### TO DO
Tell me how many lines in the entries below contain the word "canvas"; reply with the number and nothing else.

### DATA RECORDS

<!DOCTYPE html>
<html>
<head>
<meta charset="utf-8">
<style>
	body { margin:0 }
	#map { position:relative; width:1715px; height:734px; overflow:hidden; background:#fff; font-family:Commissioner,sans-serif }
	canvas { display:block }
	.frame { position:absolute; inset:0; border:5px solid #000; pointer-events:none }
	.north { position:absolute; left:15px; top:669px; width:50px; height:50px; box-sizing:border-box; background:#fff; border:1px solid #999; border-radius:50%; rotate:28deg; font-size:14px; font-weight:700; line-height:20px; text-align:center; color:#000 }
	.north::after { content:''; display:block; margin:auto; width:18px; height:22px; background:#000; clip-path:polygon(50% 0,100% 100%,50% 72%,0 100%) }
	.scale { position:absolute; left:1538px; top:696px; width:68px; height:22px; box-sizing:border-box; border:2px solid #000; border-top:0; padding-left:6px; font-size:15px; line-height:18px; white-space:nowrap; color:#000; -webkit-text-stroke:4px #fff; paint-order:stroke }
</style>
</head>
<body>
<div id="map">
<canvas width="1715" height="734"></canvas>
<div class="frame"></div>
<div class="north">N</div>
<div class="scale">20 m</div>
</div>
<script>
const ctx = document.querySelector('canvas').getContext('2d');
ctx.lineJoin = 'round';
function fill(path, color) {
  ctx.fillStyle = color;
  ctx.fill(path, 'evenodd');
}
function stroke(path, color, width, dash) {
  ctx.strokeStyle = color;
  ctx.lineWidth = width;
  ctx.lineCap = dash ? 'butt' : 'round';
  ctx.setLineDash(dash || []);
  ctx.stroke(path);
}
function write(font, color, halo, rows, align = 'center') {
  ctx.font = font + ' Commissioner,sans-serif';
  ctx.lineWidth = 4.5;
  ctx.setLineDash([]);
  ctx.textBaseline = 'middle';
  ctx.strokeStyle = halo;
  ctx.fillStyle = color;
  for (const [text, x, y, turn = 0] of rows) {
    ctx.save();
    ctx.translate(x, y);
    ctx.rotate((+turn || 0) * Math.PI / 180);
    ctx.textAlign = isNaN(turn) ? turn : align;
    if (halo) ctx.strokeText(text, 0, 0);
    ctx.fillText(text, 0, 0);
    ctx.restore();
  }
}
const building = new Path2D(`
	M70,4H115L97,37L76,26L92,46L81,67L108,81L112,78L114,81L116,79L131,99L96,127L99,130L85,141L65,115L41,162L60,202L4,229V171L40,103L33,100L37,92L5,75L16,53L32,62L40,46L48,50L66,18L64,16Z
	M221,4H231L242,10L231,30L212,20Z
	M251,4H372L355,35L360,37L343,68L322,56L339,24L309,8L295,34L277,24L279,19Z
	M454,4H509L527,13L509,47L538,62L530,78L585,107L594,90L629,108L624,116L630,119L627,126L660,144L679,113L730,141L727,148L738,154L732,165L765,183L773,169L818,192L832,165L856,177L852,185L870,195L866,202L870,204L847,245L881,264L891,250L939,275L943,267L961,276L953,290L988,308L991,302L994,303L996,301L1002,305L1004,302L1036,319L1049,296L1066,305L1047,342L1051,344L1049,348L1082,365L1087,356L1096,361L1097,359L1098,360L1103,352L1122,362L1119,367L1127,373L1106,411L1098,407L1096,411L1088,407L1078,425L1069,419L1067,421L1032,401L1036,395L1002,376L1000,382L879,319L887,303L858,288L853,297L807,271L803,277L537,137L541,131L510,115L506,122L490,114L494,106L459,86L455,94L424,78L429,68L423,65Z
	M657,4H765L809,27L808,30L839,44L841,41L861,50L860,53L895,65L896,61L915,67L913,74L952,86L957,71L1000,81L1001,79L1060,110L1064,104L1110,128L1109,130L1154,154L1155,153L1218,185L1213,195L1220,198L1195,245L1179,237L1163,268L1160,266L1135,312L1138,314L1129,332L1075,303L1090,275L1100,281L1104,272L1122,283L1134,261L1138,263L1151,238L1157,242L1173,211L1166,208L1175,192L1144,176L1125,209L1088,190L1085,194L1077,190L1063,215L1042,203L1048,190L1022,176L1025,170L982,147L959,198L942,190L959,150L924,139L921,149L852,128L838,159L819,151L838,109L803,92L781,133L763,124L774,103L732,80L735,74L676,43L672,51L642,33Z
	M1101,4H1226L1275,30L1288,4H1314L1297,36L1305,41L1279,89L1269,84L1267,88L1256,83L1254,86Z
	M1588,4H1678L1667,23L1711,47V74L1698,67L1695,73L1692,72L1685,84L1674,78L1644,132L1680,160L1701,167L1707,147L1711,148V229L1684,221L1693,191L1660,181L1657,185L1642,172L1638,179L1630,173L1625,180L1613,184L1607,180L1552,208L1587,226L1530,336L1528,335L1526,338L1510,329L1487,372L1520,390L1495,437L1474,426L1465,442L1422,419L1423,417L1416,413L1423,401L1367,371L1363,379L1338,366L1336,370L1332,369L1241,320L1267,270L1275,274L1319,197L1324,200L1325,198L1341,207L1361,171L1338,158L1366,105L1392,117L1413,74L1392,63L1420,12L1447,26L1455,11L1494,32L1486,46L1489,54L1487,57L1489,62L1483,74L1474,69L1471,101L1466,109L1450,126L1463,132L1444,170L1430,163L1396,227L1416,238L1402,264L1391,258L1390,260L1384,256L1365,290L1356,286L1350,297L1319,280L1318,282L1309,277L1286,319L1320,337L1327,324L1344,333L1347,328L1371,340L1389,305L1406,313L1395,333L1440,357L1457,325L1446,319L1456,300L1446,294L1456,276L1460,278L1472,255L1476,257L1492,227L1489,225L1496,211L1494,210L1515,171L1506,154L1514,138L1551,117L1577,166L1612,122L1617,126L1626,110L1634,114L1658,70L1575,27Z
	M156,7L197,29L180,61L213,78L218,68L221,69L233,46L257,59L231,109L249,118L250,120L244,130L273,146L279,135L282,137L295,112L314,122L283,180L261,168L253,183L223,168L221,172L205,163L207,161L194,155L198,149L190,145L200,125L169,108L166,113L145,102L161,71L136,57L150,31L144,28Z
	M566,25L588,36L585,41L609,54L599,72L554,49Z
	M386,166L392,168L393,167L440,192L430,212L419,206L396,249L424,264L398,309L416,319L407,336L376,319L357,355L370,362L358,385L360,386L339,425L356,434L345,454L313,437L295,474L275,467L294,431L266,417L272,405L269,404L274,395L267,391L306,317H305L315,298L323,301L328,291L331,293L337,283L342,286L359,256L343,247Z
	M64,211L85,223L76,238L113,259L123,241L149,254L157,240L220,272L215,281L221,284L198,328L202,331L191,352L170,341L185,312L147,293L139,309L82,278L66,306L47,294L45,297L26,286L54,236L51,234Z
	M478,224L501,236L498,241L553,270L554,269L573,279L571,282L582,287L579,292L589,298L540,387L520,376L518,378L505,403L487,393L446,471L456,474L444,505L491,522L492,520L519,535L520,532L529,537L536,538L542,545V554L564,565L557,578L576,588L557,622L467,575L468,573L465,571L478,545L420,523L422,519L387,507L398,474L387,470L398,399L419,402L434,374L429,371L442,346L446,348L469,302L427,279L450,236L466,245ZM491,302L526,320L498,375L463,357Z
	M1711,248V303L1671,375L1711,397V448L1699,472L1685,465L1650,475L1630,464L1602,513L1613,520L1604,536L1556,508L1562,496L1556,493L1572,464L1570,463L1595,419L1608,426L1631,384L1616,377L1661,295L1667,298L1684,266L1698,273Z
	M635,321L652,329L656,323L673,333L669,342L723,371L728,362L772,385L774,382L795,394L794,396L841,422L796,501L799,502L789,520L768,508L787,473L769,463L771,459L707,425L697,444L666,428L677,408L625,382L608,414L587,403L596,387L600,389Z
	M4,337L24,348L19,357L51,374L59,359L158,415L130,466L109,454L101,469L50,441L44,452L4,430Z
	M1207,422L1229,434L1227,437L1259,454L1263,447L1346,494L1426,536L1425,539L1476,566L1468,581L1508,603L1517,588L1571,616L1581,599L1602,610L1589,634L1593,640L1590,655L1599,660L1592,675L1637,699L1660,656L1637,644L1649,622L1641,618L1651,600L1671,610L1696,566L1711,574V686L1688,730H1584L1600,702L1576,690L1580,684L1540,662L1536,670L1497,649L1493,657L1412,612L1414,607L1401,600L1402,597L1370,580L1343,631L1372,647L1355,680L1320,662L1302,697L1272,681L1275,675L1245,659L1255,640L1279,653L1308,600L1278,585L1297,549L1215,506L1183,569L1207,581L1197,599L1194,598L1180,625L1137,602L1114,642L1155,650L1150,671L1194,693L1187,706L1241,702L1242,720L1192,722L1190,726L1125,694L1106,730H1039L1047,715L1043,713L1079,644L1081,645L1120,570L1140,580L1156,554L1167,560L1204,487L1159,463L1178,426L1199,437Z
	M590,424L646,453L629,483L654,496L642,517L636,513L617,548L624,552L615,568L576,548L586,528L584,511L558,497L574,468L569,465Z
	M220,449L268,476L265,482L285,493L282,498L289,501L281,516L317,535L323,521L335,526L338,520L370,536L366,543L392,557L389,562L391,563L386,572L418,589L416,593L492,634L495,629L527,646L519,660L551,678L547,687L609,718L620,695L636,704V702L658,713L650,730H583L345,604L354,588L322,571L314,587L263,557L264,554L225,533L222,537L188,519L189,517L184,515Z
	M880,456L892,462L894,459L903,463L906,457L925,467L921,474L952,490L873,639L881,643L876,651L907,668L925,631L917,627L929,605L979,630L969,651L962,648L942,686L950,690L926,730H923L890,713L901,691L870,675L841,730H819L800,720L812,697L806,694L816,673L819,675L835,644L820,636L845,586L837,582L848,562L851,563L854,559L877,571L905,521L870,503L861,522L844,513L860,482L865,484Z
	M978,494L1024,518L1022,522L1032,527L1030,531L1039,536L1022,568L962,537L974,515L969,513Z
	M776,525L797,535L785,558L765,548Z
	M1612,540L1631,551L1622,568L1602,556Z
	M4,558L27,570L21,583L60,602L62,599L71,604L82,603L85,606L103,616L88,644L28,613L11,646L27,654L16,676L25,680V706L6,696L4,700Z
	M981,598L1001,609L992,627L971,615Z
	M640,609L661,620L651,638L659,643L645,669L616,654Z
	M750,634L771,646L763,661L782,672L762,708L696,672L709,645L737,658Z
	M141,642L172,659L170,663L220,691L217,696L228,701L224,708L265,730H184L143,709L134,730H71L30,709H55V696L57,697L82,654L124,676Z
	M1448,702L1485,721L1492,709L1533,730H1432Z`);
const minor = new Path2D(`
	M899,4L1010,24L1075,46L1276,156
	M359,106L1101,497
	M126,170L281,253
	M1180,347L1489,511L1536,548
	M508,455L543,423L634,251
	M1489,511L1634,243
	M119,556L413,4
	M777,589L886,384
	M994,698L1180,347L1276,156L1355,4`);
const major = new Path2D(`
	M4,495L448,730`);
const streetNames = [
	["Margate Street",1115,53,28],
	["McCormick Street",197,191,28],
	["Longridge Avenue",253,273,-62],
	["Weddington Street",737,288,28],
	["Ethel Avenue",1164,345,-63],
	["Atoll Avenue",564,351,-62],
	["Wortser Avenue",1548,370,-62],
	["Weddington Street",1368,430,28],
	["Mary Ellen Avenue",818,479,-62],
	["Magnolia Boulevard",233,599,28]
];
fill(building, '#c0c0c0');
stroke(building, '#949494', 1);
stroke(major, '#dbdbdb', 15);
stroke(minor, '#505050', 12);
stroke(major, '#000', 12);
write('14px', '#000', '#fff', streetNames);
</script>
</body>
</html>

### EXERCISE ANSWER
3